Vanel's first run for public office was in 2009, when he ran for the New York City Council against incumbent Councilmember Leroy Comrie in the Democratic primary. He lost to Comrie, 62% to 38%.

He then ran for New York State Assembly twice. He first ran in 2010 against Barbara M. Clark, again in the Democratic primary. He again lost, 63% to 37%. He lost to Clark again in 2012, 64% to 36%. In 2013, he again ran for the city council, this time in an open seat to succeed Comrie. He lost the Democratic primary to Daneek Miller, coming in a close second in a six-way race.

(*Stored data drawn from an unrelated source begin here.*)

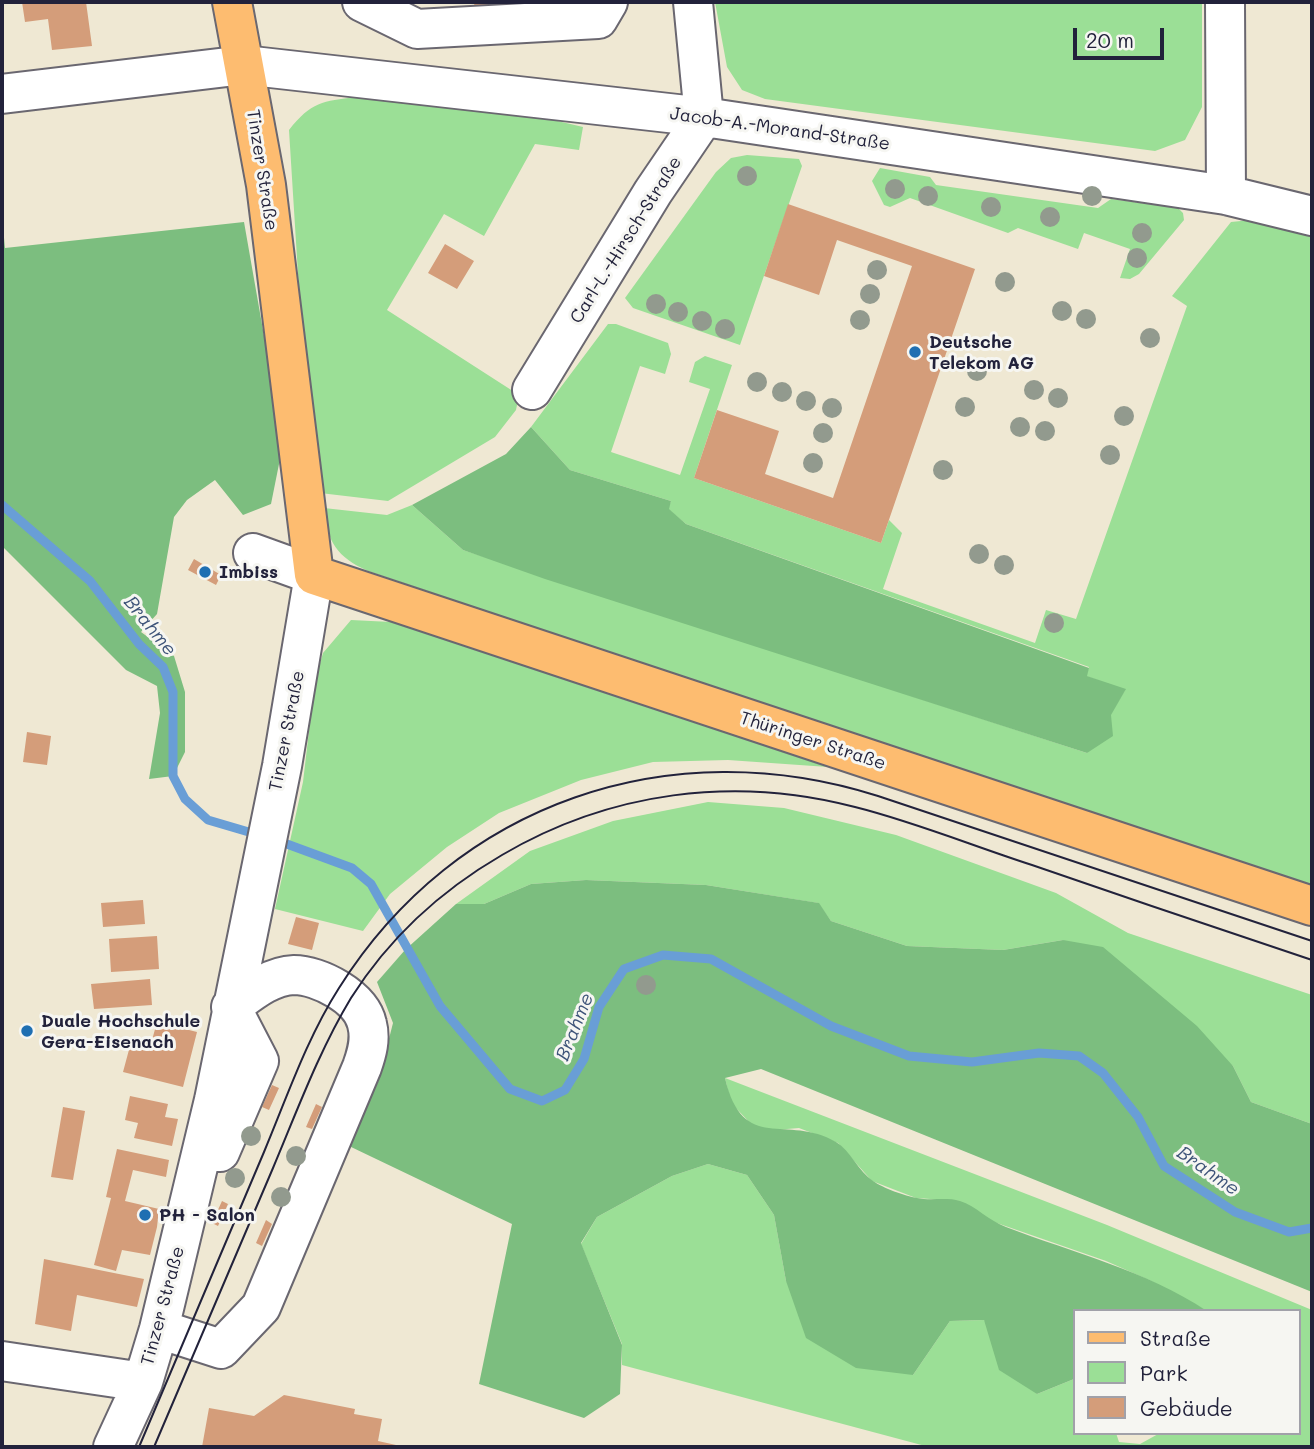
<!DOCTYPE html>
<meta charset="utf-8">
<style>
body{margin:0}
#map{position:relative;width:1314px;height:1449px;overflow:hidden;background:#efe8d3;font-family:Mali,sans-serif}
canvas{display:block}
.frame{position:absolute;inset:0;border:4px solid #22223b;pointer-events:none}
.legend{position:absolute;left:1073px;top:1309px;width:228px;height:126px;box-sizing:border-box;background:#f6f6f2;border:2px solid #a1a1a9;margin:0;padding:9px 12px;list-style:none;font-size:21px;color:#22223b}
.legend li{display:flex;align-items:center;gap:14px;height:35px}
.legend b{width:35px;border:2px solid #a1a1a9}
.scale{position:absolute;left:1073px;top:28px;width:91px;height:32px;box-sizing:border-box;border:4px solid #22223b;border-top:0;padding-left:9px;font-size:21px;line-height:24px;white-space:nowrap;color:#22223b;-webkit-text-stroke:5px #f6f6f2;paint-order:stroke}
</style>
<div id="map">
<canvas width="1314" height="1449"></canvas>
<div class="frame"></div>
<ul class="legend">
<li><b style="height:9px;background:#fdbc70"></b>Straße</li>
<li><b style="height:19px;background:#9bdf96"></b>Park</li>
<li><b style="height:19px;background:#d49d7a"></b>Gebäude</li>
</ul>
<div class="scale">20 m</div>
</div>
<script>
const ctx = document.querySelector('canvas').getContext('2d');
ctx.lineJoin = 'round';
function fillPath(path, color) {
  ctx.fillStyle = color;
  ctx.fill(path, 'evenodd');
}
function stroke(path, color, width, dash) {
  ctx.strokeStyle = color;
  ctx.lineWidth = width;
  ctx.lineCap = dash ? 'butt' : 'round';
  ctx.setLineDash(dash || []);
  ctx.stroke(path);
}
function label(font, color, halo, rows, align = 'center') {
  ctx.font = font + ' Mali,sans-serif';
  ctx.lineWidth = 6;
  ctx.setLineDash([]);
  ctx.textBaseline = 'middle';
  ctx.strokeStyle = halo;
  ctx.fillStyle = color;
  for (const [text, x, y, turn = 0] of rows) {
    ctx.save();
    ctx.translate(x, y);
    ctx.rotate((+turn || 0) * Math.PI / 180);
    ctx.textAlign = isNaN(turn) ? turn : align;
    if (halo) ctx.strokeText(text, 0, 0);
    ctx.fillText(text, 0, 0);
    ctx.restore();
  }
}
const green = new Path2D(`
 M715,2H1202V107L1185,140L1155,151L765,99L742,90L727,67Z
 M356,97L532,115L583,127L579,150L535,144L484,236L444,214L387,310L519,395L516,410L495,437L388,501L320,493L315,426L301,322L289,130C311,102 323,101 356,97Z
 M747,155L799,159L802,166L740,345L633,308L625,298L716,172L731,158Z
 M880,168L930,177L936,185L1098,208L1111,199L1178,208L1183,213L1184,220L1139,274L1130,279L1120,278L1130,249L1084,233L1078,249L1018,228L1008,233L910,198L890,207L884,205L872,181Z
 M1251,220L1312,235V890L368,571C337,557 327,542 324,508L387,515L412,505L463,550L1087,753L1125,690L1086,676L1089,667L686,524L668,509L671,501L570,470L531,427L608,324H616L668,343L671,354L665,374L640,366L611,452L680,475L710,389L689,382L695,362L705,356L732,365L694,478L881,543L889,520L902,533L883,589L1035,643L1046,610L1076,619L1187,306L1172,296L1231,222Z
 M351,620L391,622L828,767L728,760L653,762L581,780L499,813L447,847L390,894L363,931L275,909L303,782L315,680L323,653Z
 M708,802L784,808L896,835L1056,893L1128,933L1312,995V1124L1251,1102L1233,1066L1063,940L1003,950L907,946L831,921L818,903L706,885L586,880L531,884L484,904H456L530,851L613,821Z
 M725,1078L1107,1225L1312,1310V1447H929L622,1365V1344L581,1244L597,1217L672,1176L708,1164L747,1175L774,1215L786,1281L913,1375L950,1321L984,1320L1037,1394L1074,1379V1433H1116L1119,1442L1140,1444L1160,1433H1298V1311H1207L1149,1280L1106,1261L991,1221L959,1201L916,1198L872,1181L838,1143L799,1128L775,1130L754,1127L731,1103Z`);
const forest = new Path2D(`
 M2,217L5,248L244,222L283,444L271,504L243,515L215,480L187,500L174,517L157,614L141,632L174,656L185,692V752L173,776L149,779L160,713L157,686L126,670L2,546Z
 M531,427L570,470L671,501L669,509L686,524L1089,668L1087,676L1126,689L1111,715L1113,736L1087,753L545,579L463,550L412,505L506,454Z
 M586,880L706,885L819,903L831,921L907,946L1003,950L1063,940L1103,947L1197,1026L1233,1066L1251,1102L1312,1124V1292L761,1069L725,1078C743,1155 787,1113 836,1142C851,1151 858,1171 873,1181C883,1188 905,1196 917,1198C930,1201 947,1197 960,1201C976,1206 989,1221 1006,1227C1074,1253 1145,1270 1207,1311H1074V1379L1037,1394L999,1370L984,1320L950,1321L913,1375L856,1368L806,1338L786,1281L774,1215L747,1175L708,1164L672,1176L597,1217L581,1243L622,1345L620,1394L584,1418L479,1384L512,1224L349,1146L378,1082L393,1023L377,982L405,950L456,904H484L531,884Z`);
const stream = new Path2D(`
 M2,505L90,581L139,644L163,667L173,692V776L185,799L208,820L259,835
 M276,840L352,868L371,884L440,1006L510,1089L542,1101L565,1090L584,1059L599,1007L624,969L663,955L711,959L831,1026L909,1056L972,1062L1039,1053L1079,1056L1103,1073L1138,1117L1164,1166L1235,1212L1289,1232L1312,1228`);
const building = new Path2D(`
 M22,2H86L92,46L52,50L48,19L25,22Z
 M474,2H552L553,5L475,13Z
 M788,204L975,269L881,543L694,478L717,410L779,431L765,474L833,498L912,266L837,240L819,295L764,276Z
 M445,244L474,261L457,289L428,273Z
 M194,559L221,575L216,585L188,570Z
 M27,732L51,736L47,765L23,762Z
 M143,900L145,924L103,927L101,903Z
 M296,917L319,923L312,950L288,944Z
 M157,936L159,969L111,972L109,939Z
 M150,979L152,1005L94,1009L91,984Z
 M157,1022L197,1032L183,1087L123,1072L130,1046L149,1051Z
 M272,1085L279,1088L269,1110L262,1107Z
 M130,1096L168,1104L165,1117L178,1119L172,1146L134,1138L138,1123L125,1120Z
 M316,1104L322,1107L312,1129L306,1127Z
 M63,1107L85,1111L73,1180L51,1177Z
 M117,1149L169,1160L166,1177L133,1170L125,1201L159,1209L157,1227L150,1255L122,1250L116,1271L94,1265L111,1198L106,1197Z
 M222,1201L228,1204L218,1226L212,1223Z
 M266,1220L272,1224L262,1246L256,1243Z
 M44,1259L144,1279L137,1307L77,1295L71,1331L35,1324Z
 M284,1395L355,1409L354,1414L382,1419L378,1441L405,1447H202L209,1408L254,1416Z`);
const minor = new Path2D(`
 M362,2L417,29L598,19L608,2
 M1225,2L1226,195
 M2,94L244,65L704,117L1226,195L1312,216
 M532,390L653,192L704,117L693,2
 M220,1152L259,1061L231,1007
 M159,1329L221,1349L261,1307L362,1067C367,1053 371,1039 367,1024C361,997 319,975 294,975C269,976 249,994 231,1007
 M2,1361L143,1382
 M113,1447L143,1382L159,1329L214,1100L282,766L314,575L253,553`);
const major = new Path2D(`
 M232,2L266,185L314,575L1312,906`);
const tram = new Path2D(`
 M139,1447C181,1349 222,1250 264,1152C287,1097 307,1038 339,988C456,802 671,730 878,796L1312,941
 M154,1447C194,1354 233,1261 273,1168C297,1111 319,1051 351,998C389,938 440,891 502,855C609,792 734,775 855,807C915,822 973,846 1032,865C1125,897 1219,929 1312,960`);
const trees = [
 [747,176],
 [895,189],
 [928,196],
 [1092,196],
 [991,207],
 [1050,217],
 [1142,233],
 [1137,258],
 [877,270],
 [1005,282],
 [870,294],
 [656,304],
 [1062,311],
 [678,312],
 [1086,319],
 [860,320],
 [702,321],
 [725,329],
 [1150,338],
 [977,371],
 [757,382],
 [1034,390],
 [782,392],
 [1058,398],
 [806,401],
 [965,407],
 [832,408],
 [1124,416],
 [1020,427],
 [1045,431],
 [823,433],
 [1110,455],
 [813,463],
 [943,470],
 [979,554],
 [1004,565],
 [1054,623],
 [646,985],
 [251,1136],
 [296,1156],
 [235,1178],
 [281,1197]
];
const markers = [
 [915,352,7,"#1f6fb2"],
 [205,572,7,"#1f6fb2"],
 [27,1031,7,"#1f6fb2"],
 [145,1215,7,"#1f6fb2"]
];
const streetNames = [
 ["Jacob-A.-Morand-Straße",780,129,8],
 ["Tinzer Straße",262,170,81],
 ["Carl-L.-Hirsch-Straße",626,240,-58],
 ["Tinzer Straße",287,731,-79],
 ["Thüringer Straße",813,741,18],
 ["Tinzer Straße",163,1306,-75]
];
const poiNames = [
 ["Deutsche",929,342],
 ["Telekom AG",929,363],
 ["Imbiss",219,572],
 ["Duale Hochschule",41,1021],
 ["Gera-Eisenach",41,1042],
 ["PH - Salon",159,1215]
];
const waterNames = [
 ["Brahme",150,626,51],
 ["Brahme",575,1027,-68],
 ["Brahme",1208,1171,35]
];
fillPath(green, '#9bdf96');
fillPath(forest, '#7cbe7f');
stroke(stream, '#699ed6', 9);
fillPath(building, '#d49d7a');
stroke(minor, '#6a6770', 42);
stroke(major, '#6a6770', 42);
stroke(minor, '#fff', 38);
stroke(major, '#fdbc70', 38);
stroke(tram, '#22223b', 2);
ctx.fillStyle = '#929a8e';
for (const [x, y] of trees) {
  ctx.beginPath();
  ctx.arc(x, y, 10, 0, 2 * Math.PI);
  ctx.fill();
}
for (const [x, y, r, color] of markers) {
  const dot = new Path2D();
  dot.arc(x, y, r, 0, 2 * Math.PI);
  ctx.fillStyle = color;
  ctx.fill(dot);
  stroke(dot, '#f6f6f2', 2.5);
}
label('18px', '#22223b', '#f6f6f2', streetNames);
label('bold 18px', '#22223b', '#f6f6f2', poiNames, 'left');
label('italic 19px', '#3e5479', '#f6f6f2', waterNames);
</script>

In 2016, the incumbent Clark died. Vanel entered the race to succeed her and won a five-way Democratic primary with 32% of the vote, and would easily go on to win the general election.

Vanel is the chair of the Committee on Banks and chair of the Subcommittee on Internet & New Technology. He introduced and sponsored a number of bills and laws relating to blockchain technology, cryptocurrency, Internet sales tax, online data, artificial intelligence, space exploration, sports betting, online poker and aviation.

In December 2021, Vanel entered the race for New York State Attorney General. He withdrew from the race when Attorney General Letitia James withdrew from her run for governor to run for re-election.

Vanel serves on the following committees: Banks; Codes, Rules, Science and Technology, Corporations and Authorities; and Racing and Wagering.